Monday, July 30, 2007

I Want To Ride My Bicycle

While in London watching the Tour de France I was inspired to started cycling more often. I have taken on the bicycling lifestyle fully, I have the bicycle, the books, the lycra, the controlled drugs. Everything I need to enter major competitions.


Tuesday, July 24, 2007

More Than Just A Green Theme Park

It took us 13 hours to get to St Agnes on Friday so it was not a good idea going to the Eden Project in the afternoon when we were expecting to travel back. On arrival we took more boy band pictures around (and on) my car and we followed the winding paths to the entrance. It is a great sight when you leave the gift shop/ticket office/cafe.

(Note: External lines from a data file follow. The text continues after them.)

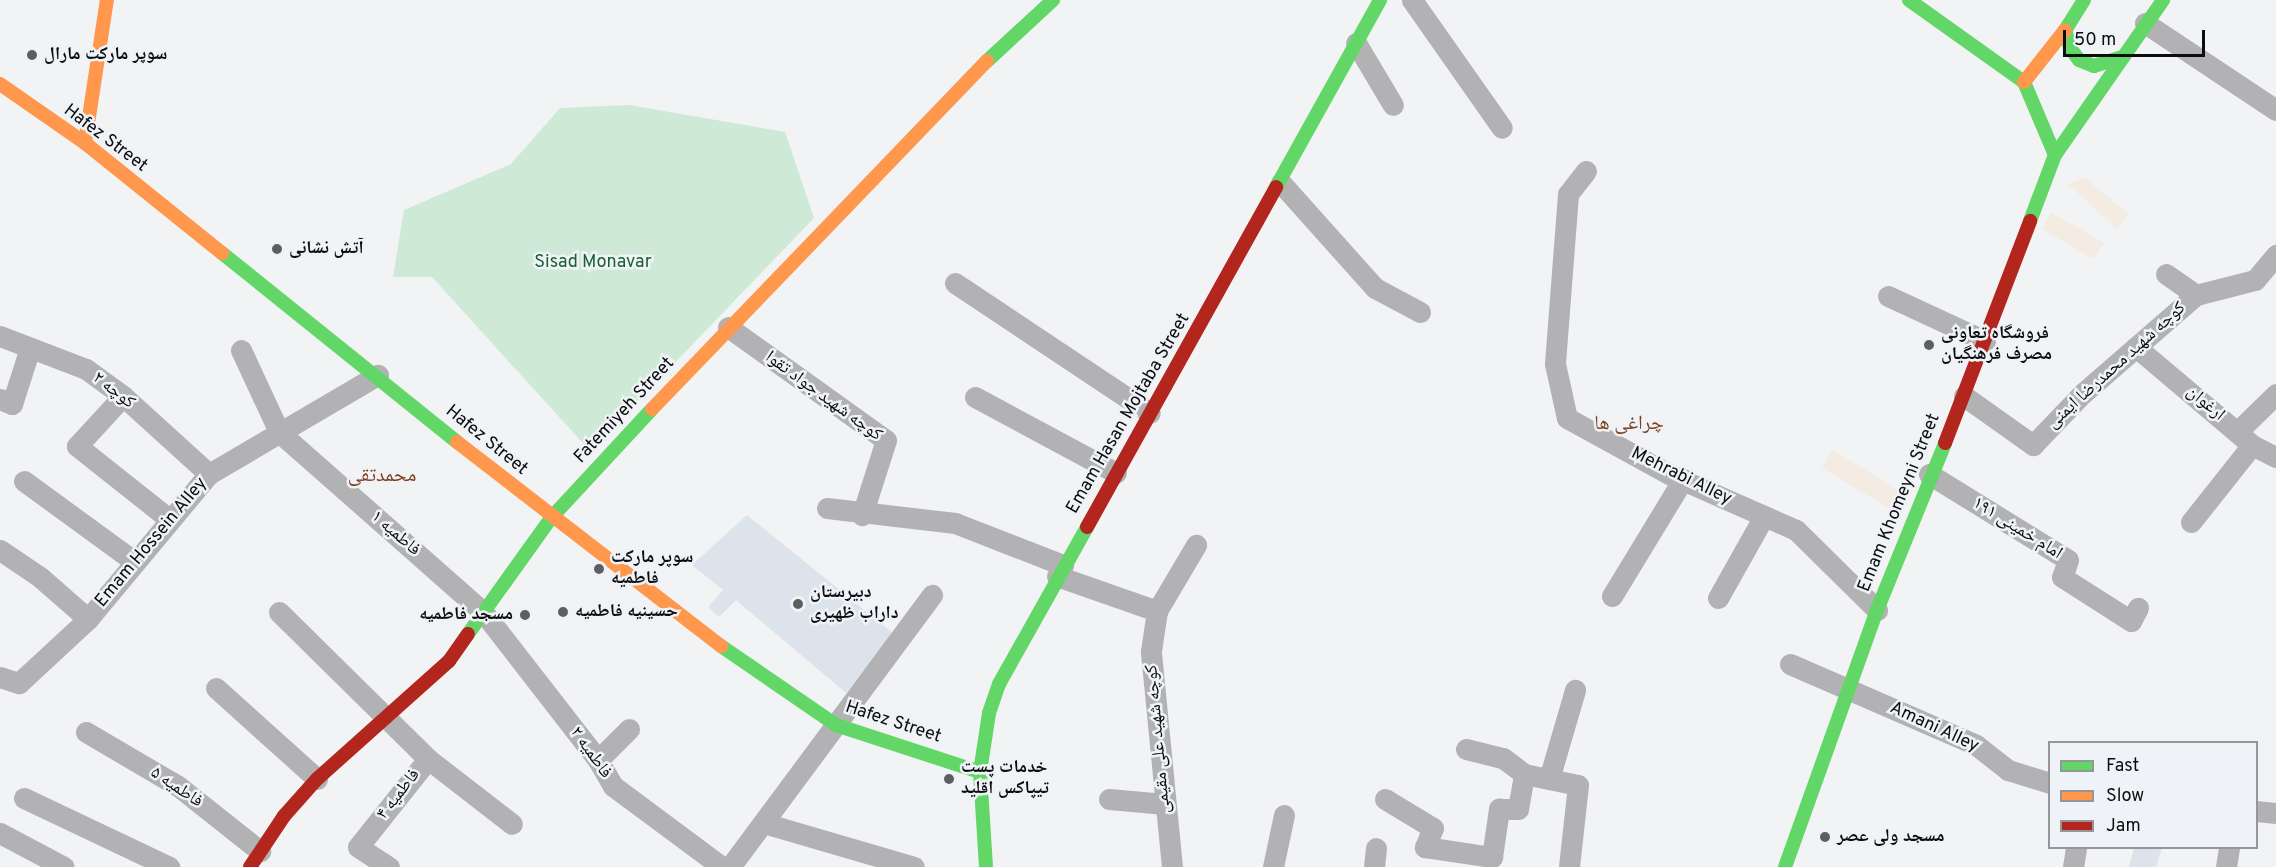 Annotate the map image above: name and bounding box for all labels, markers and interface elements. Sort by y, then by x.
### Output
scale bar [2066,18,2208,56]
text: 50 m [2074,29,2116,52]
place label: سوپر مارکت مارال [44,44,167,66]
marker: سوپر مارکت مارال [25,48,39,62]
street label: Hafez Street [59,100,151,178]
place label: آتش نشانی [289,238,364,260]
marker: آتش نشانی [270,242,284,256]
park label: Sisad Monavar [534,252,652,274]
street label: کوچه شهید محمدرضا ایمنی [2043,298,2191,434]
street label: Emam Hasan Mojtaba Street [1063,310,1195,518]
place label: فروشگاه تعاونی مصرف فرهنگیان [1941,324,2052,366]
marker: فروشگاه تعاونی مصرف فرهنگیان [1922,338,1936,352]
street label: کوچه شهید جواد تقوا [760,347,886,447]
street label: Fatemiyeh Street [570,353,680,469]
street label: کوچه ۲ [88,368,138,414]
street label: ارغوان [2181,382,2229,426]
street label: Hafez Street [441,401,531,481]
street label: Emam Khomeyni Street [1854,411,1946,595]
district label: چراغی ها [1594,412,1664,436]
street label: Mehrabi Alley [1627,443,1735,511]
district label: محمدتقی [348,464,416,488]
street label: Emam Hossein Alley [91,473,213,613]
street label: امام خمینی ۱۹۱ [1968,493,2066,565]
street label: فاطمیه ۱ [366,507,424,561]
place label: سوپر مارکت فاطمیه [611,548,693,590]
marker: سوپر مارکت فاطمیه [592,562,606,576]
place label: دبیرستان داراب ظهیری [810,583,899,626]
marker: دبیرستان داراب ظهیری [791,597,805,611]
place label: حسینیه فاطمیه [575,601,678,623]
place label: مسجد فاطمیه [419,604,513,626]
marker: حسینیه فاطمیه [556,605,570,619]
marker: مسجد فاطمیه [518,608,532,622]
street label: کوچه شهید علی مقیمی [1142,664,1176,814]
street label: Hafez Street [842,697,944,749]
street label: Amani Alley [1886,698,1982,758]
street label: فاطمیه ۲ [564,723,616,783]
legend [2048,741,2258,849]
text: Fast [2106,755,2139,778]
place label: خدمات پست تیپاکس اقلید [961,758,1049,800]
street label: فاطمیه ۵ [146,763,206,813]
street label: فاطمیه ۴ [373,765,425,825]
marker: خدمات پست تیپاکس اقلید [942,772,956,786]
text: Slow [2106,785,2144,808]
text: Jam [2106,815,2141,838]
place label: مسجد ولی عصر [1837,826,1945,848]
marker: مسجد ولی عصر [1818,830,1832,844] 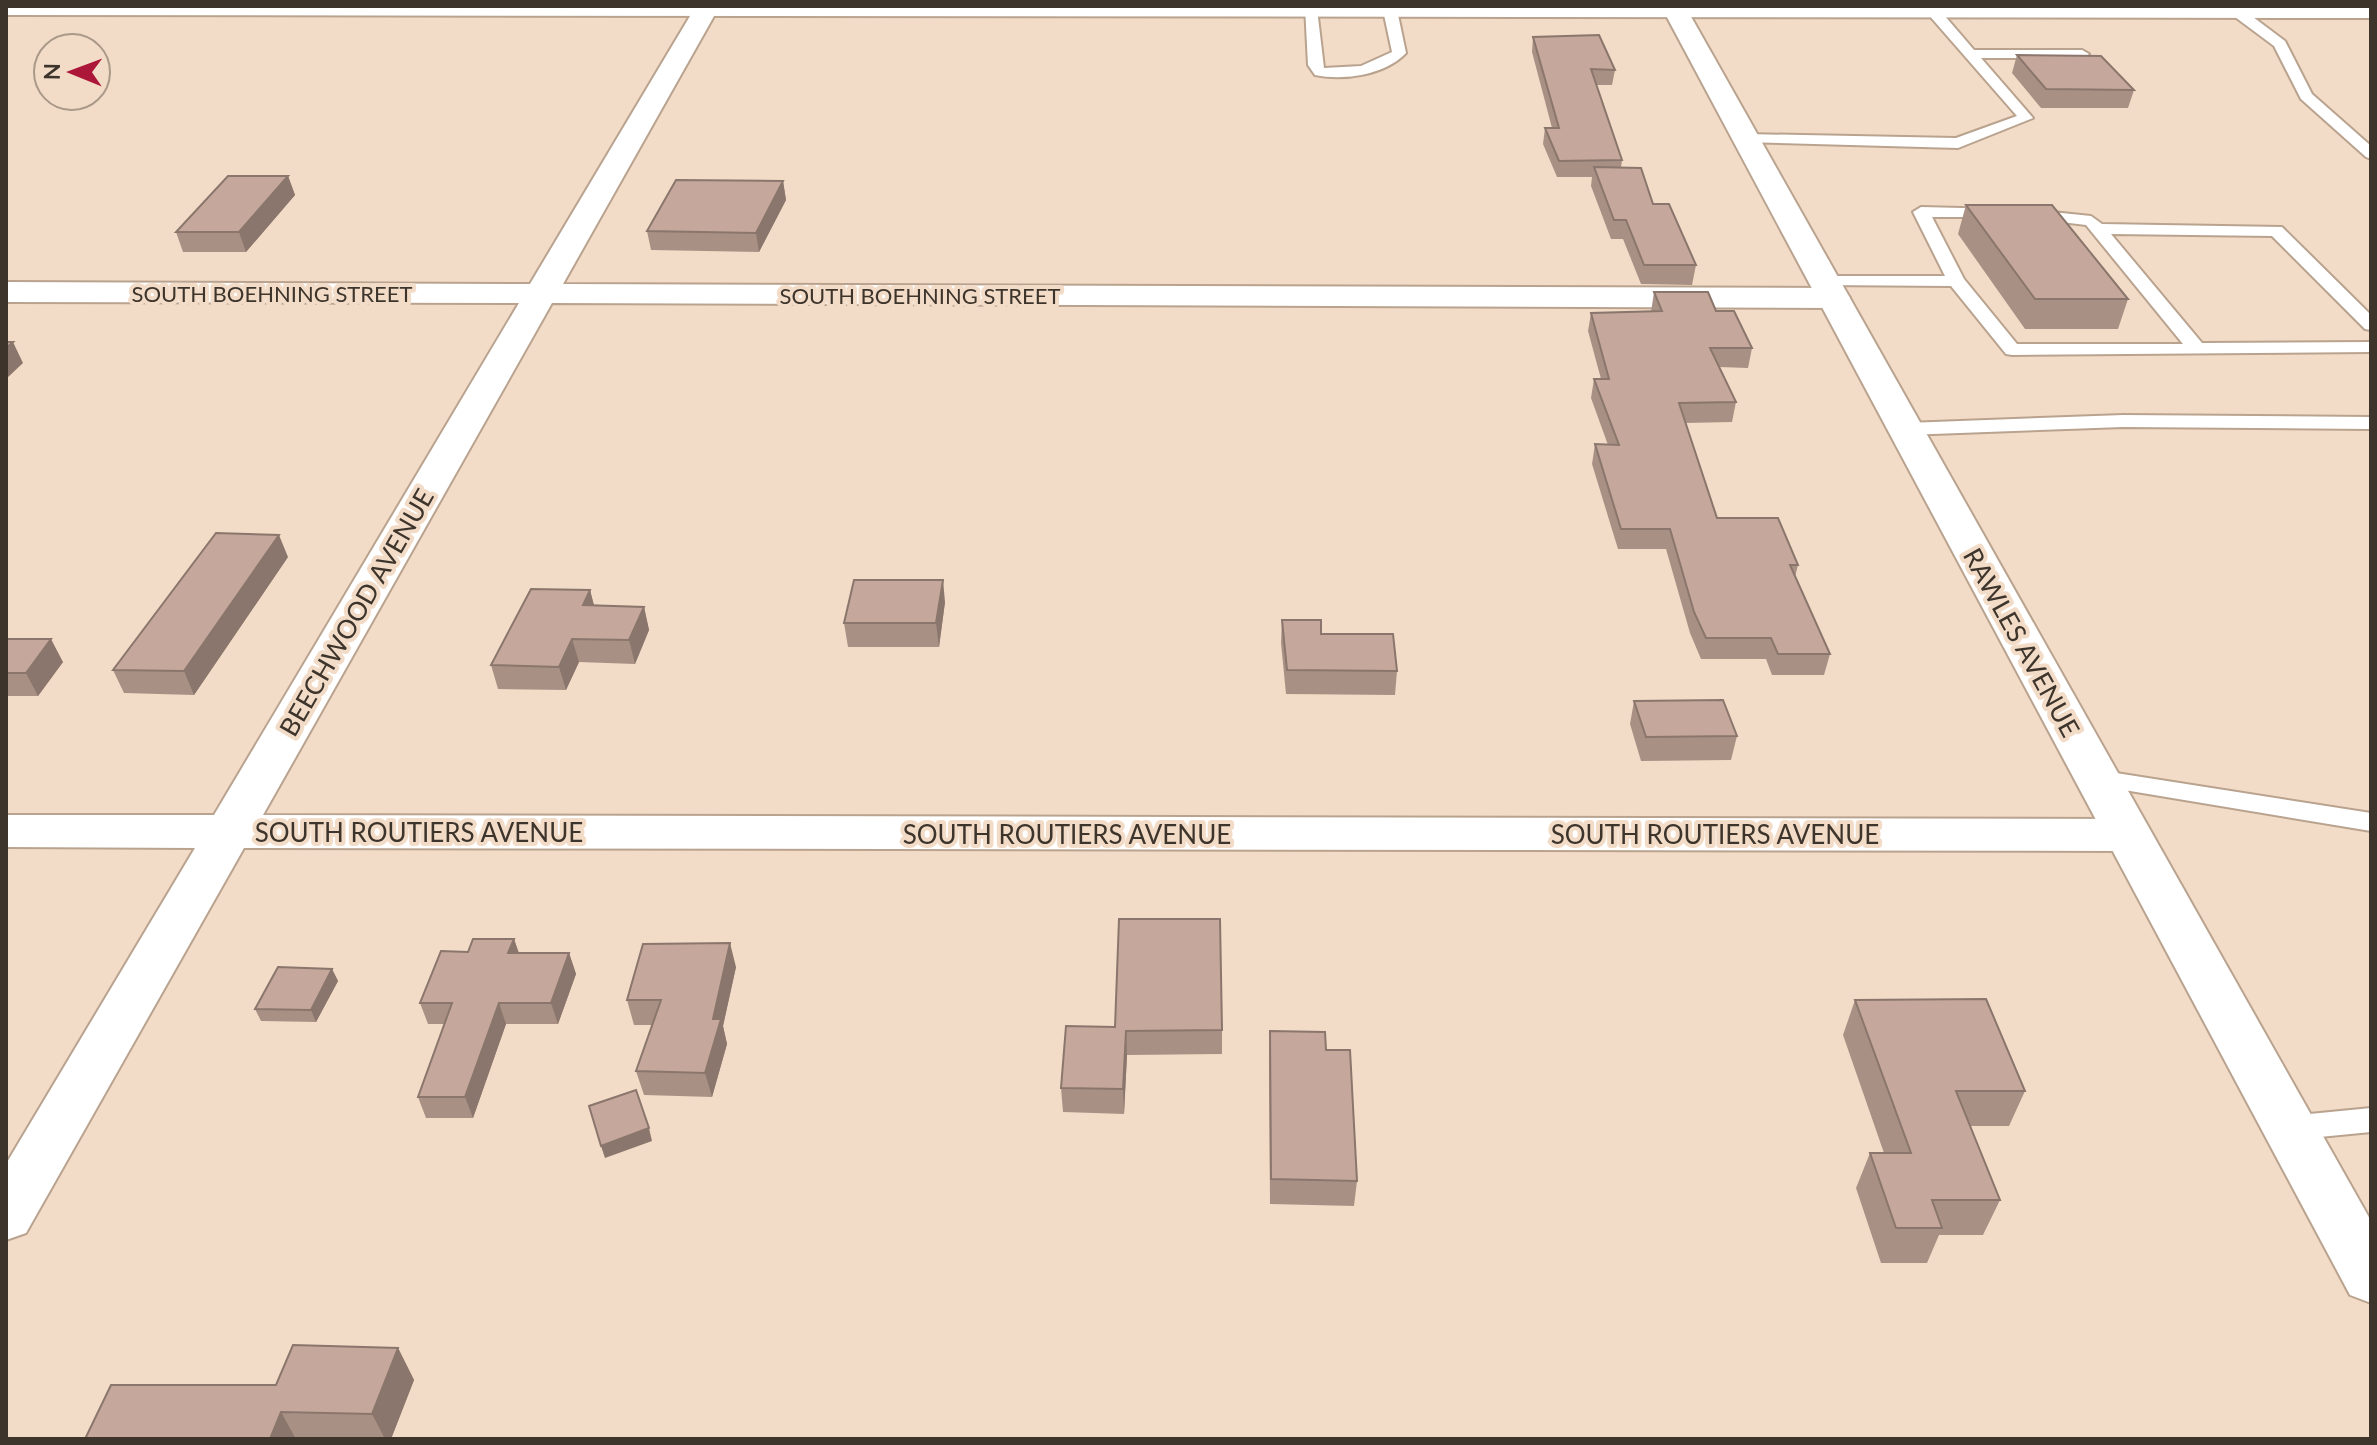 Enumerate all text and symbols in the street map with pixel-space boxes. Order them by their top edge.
north arrow [32,32,112,112]
text: N [38,63,65,80]
street label: SOUTH BOEHNING STREET [131,280,413,307]
street label: SOUTH BOEHNING STREET [779,282,1061,309]
street label: BEECHWOOD AVENUE [272,483,440,741]
street label: RAWLES AVENUE [1957,542,2087,742]
street label: SOUTH ROUTIERS AVENUE [255,816,583,848]
street label: SOUTH ROUTIERS AVENUE [903,818,1231,850]
street label: SOUTH ROUTIERS AVENUE [1551,818,1879,850]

It looks like this



A real feat of engineering and a fusion of education with botanical excellence that cannot be found elsewhere on the planet. But once you get over the big green house it is, as a young girl behind me put it, "just a load of plants".

We took in the legendary chippy in Burham-on-Sea (by the petrol station) which I somehow missed off my top five. At this point I was informed that HP will spun the hell out of his car in the camp site in an attempt to spray the Knock Knock lady's tent will mud. Sometimes I envy him.

Monday, July 23, 2007

The Ultimate Destination

The signs at the entrance to Lands End call it the ultimate destination. Perhaps that is why the charge to you get into the place and to have a picture with "the sign" (pictured below by Alfie). They also do a lot of the "first and last" this that and the other. The was the first and last post box(not operational), Gift shop (very tacky) and cafe (full of yanks). There was a moment of excitement when I thought I spotted a whale. But it turned out to be a small boat in the distance.


Sunday, July 22, 2007

Nookie in Newquay

Took me ages to come up with that and I am very proud of myself.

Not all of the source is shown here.